▶ **TASK GOAL**:
Only the lines from the one containing "M 1726,951 L 2019,1001" through the one containing "M 1974,1158 C" should be printed, exactly as they appear below, with both ends included.
----------
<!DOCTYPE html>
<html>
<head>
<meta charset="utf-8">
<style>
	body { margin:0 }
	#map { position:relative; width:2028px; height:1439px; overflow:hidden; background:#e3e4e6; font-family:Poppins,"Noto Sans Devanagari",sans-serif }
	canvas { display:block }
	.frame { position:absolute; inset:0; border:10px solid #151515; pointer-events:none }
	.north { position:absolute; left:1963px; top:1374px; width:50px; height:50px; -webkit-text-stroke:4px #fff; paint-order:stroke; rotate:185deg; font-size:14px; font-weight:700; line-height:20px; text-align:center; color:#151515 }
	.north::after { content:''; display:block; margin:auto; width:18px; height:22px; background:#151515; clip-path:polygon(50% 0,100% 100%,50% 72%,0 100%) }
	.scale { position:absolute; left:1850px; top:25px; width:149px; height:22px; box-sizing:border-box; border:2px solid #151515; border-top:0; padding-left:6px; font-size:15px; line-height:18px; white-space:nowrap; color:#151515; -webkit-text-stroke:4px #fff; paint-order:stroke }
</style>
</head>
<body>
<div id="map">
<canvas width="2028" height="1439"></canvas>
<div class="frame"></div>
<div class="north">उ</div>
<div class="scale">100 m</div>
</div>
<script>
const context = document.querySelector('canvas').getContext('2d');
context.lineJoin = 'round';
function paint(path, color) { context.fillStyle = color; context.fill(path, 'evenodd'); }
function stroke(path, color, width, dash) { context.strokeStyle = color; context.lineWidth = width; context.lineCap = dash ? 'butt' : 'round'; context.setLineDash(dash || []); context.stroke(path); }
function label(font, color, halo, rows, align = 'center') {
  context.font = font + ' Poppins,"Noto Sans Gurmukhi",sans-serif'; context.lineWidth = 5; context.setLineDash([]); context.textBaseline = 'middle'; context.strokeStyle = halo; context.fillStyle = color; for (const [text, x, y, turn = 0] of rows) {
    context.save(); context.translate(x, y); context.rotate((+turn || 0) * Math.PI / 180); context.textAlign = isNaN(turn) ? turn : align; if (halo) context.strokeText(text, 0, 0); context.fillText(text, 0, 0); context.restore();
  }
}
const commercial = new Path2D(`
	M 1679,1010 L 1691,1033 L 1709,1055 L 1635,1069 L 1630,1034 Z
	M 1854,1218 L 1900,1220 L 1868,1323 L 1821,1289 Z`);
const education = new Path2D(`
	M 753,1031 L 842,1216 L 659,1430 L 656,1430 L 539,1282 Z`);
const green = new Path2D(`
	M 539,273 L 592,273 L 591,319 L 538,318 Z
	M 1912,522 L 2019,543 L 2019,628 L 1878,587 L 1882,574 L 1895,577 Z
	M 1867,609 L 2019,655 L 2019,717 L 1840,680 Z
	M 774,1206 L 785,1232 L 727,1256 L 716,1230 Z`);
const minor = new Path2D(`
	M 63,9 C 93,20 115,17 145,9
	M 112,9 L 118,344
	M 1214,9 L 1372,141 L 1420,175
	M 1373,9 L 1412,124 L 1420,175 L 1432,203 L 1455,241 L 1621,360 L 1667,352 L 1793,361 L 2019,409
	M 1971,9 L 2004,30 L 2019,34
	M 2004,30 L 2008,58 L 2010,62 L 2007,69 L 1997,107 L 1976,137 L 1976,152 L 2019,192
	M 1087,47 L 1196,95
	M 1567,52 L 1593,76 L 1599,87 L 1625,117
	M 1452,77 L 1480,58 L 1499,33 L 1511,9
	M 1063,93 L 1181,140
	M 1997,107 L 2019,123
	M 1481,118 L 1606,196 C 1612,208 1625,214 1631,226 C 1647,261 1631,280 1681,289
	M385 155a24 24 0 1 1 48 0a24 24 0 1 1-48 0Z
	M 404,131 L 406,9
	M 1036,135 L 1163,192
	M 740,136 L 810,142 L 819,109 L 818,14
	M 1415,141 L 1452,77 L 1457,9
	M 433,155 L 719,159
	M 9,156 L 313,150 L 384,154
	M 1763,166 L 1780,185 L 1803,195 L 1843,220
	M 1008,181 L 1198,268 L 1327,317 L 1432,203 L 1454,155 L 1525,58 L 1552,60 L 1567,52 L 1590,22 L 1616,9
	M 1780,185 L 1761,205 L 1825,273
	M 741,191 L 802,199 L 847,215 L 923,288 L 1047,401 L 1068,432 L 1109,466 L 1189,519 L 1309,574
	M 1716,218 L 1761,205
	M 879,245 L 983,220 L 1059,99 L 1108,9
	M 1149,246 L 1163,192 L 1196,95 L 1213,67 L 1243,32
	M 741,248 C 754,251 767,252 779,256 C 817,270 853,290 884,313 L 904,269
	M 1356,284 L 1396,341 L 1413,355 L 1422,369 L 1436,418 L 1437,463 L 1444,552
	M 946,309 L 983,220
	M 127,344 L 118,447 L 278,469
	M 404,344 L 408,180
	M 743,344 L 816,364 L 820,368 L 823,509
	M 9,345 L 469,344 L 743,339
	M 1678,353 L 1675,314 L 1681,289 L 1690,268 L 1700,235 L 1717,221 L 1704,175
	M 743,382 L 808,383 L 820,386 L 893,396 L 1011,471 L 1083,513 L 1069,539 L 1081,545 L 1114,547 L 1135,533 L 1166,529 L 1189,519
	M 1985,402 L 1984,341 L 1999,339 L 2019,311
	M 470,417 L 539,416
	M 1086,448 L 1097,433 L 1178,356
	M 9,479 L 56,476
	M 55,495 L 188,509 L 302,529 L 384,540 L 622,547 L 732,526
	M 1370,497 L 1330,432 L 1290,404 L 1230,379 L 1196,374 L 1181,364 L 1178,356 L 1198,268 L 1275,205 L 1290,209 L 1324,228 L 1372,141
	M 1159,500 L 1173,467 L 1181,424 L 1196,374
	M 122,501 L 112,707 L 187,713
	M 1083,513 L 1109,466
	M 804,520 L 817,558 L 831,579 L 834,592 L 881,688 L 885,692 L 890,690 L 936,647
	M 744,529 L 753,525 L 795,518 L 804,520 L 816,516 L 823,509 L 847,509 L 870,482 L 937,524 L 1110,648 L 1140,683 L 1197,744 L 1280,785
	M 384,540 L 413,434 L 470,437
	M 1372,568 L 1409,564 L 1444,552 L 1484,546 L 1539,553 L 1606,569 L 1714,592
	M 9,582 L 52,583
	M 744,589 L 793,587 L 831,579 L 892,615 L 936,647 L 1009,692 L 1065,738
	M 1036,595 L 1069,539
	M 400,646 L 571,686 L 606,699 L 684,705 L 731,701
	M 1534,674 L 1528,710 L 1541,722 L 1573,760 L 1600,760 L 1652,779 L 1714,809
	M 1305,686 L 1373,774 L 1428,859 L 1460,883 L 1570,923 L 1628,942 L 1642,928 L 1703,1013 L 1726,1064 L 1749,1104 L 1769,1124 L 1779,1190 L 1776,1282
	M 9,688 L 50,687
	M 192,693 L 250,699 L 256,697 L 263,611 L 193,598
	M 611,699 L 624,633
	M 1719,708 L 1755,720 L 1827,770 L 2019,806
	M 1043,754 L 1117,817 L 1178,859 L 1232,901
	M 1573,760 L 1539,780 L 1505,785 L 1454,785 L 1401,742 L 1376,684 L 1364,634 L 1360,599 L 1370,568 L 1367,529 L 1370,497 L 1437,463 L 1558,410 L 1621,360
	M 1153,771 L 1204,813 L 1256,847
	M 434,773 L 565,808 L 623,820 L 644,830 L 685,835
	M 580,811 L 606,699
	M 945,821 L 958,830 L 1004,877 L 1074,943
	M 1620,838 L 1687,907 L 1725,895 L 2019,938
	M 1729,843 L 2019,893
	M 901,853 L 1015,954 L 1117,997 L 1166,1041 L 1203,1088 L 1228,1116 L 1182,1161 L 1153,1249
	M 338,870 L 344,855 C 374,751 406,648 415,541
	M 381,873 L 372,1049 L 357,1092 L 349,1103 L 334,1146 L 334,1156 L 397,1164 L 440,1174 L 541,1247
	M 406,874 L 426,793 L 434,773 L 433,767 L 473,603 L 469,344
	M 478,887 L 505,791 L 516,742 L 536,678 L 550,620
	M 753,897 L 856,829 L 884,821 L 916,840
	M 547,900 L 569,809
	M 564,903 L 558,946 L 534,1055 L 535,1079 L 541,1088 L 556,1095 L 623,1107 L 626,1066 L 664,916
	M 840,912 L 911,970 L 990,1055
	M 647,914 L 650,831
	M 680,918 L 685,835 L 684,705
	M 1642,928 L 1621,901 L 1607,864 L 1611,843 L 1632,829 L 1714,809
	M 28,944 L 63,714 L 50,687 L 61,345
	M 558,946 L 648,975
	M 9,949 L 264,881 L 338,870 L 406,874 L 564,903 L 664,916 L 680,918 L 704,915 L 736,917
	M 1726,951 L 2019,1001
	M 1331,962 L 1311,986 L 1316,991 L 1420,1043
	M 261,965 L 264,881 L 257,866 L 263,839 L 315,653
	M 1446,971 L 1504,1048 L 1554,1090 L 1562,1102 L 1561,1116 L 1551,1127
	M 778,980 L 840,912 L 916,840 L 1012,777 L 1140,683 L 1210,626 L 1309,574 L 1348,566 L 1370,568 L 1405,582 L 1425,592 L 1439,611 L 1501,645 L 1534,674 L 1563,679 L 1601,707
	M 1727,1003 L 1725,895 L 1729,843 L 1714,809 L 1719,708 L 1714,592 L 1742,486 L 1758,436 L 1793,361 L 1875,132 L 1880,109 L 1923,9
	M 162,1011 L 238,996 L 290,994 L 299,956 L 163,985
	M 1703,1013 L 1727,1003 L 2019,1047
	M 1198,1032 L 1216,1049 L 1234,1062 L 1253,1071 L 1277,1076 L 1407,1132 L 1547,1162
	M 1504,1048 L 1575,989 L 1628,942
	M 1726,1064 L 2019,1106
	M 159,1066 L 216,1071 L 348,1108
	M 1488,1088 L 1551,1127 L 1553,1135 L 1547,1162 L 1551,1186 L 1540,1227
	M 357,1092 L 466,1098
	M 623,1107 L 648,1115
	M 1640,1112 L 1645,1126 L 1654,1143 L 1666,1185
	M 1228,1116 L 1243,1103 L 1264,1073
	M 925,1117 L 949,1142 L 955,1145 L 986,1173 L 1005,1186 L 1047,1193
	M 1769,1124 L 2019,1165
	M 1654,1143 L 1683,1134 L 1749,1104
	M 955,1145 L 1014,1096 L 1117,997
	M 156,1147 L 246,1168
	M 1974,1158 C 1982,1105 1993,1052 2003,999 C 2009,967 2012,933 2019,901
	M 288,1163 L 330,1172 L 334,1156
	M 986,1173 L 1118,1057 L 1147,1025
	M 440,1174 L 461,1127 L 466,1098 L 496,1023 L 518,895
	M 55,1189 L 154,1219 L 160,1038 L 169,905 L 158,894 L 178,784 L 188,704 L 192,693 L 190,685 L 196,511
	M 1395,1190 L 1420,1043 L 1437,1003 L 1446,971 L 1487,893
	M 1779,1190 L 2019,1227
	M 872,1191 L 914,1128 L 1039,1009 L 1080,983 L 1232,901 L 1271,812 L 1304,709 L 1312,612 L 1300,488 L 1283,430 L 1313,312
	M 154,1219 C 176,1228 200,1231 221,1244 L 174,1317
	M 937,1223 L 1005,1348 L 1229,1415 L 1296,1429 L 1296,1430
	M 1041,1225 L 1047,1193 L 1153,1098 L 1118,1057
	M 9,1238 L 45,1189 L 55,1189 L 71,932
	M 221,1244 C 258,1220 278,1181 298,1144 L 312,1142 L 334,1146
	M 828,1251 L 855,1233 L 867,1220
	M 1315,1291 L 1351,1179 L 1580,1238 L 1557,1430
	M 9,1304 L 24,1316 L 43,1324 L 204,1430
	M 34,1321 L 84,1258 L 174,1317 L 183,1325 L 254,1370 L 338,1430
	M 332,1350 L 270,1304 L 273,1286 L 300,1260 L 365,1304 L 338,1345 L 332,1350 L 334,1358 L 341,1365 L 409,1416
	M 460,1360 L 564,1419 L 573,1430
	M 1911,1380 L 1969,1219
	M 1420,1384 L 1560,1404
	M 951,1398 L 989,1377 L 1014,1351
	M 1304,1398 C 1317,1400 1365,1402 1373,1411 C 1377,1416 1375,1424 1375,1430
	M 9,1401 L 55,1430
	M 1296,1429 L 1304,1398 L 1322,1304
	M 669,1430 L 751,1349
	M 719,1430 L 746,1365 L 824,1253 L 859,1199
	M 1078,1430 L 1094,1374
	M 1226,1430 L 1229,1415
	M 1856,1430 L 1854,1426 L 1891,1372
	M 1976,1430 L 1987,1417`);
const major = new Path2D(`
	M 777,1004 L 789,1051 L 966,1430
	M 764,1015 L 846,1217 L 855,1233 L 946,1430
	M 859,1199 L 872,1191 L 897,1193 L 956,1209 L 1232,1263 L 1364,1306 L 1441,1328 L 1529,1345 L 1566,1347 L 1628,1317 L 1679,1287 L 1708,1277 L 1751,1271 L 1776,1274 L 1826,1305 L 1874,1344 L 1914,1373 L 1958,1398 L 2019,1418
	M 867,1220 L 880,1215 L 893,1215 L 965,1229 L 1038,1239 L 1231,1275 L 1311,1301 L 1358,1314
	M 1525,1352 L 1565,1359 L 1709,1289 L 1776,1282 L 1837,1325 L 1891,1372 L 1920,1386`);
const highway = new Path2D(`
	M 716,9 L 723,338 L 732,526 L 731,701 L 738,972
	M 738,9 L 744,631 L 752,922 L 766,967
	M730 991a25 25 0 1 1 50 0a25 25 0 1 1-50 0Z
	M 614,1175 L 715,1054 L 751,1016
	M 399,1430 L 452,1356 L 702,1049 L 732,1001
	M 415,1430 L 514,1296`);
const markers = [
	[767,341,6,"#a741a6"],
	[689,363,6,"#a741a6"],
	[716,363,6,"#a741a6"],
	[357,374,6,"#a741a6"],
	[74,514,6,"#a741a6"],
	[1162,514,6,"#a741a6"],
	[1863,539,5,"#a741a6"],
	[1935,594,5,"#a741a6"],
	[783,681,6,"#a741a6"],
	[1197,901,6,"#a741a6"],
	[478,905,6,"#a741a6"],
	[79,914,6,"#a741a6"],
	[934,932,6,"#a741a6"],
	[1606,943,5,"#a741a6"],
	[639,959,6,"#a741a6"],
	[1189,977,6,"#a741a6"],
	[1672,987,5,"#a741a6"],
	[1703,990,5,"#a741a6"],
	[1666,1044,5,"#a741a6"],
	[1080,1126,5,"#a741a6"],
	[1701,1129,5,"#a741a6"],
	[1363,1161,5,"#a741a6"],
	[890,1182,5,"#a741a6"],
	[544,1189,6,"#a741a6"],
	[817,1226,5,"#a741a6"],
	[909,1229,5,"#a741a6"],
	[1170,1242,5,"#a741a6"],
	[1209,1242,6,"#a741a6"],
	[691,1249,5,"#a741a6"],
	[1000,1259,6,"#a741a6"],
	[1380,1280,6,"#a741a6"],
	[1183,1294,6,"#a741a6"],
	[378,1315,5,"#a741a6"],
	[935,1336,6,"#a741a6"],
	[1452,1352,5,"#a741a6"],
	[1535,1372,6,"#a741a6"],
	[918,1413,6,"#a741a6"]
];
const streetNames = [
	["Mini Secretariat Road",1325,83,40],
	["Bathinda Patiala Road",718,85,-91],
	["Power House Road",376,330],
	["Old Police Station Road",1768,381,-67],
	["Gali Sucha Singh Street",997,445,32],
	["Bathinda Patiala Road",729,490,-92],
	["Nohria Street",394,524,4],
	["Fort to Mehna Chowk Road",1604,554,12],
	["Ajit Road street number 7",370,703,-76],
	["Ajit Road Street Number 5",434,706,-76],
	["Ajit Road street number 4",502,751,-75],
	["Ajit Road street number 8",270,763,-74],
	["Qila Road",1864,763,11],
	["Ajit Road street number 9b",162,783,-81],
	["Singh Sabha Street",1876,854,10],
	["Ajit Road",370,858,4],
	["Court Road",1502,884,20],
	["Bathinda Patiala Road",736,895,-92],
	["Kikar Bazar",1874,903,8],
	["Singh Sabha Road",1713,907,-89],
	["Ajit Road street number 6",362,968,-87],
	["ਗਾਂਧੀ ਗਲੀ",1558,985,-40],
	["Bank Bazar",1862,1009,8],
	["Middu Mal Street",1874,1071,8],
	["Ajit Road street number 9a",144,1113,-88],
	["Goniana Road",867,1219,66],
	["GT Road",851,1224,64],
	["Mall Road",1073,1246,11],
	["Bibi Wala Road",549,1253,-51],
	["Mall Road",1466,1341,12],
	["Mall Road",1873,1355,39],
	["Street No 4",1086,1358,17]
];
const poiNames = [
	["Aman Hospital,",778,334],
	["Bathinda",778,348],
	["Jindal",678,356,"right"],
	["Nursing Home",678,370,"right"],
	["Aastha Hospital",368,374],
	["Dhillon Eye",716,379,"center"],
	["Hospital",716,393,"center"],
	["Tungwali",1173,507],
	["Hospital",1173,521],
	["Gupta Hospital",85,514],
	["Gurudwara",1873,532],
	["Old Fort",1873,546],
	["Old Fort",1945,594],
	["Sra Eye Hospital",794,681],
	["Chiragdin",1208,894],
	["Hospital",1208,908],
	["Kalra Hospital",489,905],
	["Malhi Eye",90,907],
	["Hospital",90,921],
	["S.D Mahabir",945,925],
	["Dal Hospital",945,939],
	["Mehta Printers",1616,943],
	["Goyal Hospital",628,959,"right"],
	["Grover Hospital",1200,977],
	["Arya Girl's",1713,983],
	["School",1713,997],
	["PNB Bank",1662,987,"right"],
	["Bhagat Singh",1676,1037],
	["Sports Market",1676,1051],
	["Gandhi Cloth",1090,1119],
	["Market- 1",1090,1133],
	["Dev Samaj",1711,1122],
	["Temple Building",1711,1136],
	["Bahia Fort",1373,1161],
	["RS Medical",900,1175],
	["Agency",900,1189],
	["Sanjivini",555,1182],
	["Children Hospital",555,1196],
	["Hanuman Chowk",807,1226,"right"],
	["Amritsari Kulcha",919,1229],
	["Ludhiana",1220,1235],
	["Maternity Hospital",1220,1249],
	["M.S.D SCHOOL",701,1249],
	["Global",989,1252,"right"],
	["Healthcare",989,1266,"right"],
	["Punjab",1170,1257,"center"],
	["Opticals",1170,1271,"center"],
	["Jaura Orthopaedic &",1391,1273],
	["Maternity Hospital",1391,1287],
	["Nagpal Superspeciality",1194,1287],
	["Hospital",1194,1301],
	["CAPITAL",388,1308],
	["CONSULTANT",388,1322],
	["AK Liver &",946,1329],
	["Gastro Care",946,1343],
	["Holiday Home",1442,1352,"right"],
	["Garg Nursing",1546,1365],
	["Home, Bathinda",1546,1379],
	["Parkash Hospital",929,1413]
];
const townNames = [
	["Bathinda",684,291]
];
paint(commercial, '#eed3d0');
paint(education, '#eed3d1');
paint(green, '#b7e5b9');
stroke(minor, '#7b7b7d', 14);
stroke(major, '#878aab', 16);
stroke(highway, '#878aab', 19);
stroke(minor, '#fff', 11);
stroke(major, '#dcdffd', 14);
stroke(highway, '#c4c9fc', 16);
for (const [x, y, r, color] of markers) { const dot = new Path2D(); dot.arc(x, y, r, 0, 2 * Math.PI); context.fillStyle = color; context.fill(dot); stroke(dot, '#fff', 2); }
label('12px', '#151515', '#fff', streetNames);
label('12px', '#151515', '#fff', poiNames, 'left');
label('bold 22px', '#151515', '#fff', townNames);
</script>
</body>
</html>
----------
▶ **RESULT**:
	M 1726,951 L 2019,1001
	M 1331,962 L 1311,986 L 1316,991 L 1420,1043
	M 261,965 L 264,881 L 257,866 L 263,839 L 315,653
	M 1446,971 L 1504,1048 L 1554,1090 L 1562,1102 L 1561,1116 L 1551,1127
	M 778,980 L 840,912 L 916,840 L 1012,777 L 1140,683 L 1210,626 L 1309,574 L 1348,566 L 1370,568 L 1405,582 L 1425,592 L 1439,611 L 1501,645 L 1534,674 L 1563,679 L 1601,707
	M 1727,1003 L 1725,895 L 1729,843 L 1714,809 L 1719,708 L 1714,592 L 1742,486 L 1758,436 L 1793,361 L 1875,132 L 1880,109 L 1923,9
	M 162,1011 L 238,996 L 290,994 L 299,956 L 163,985
	M 1703,1013 L 1727,1003 L 2019,1047
	M 1198,1032 L 1216,1049 L 1234,1062 L 1253,1071 L 1277,1076 L 1407,1132 L 1547,1162
	M 1504,1048 L 1575,989 L 1628,942
	M 1726,1064 L 2019,1106
	M 159,1066 L 216,1071 L 348,1108
	M 1488,1088 L 1551,1127 L 1553,1135 L 1547,1162 L 1551,1186 L 1540,1227
	M 357,1092 L 466,1098
	M 623,1107 L 648,1115
	M 1640,1112 L 1645,1126 L 1654,1143 L 1666,1185
	M 1228,1116 L 1243,1103 L 1264,1073
	M 925,1117 L 949,1142 L 955,1145 L 986,1173 L 1005,1186 L 1047,1193
	M 1769,1124 L 2019,1165
	M 1654,1143 L 1683,1134 L 1749,1104
	M 955,1145 L 1014,1096 L 1117,997
	M 156,1147 L 246,1168
	M 1974,1158 C 1982,1105 1993,1052 2003,999 C 2009,967 2012,933 2019,901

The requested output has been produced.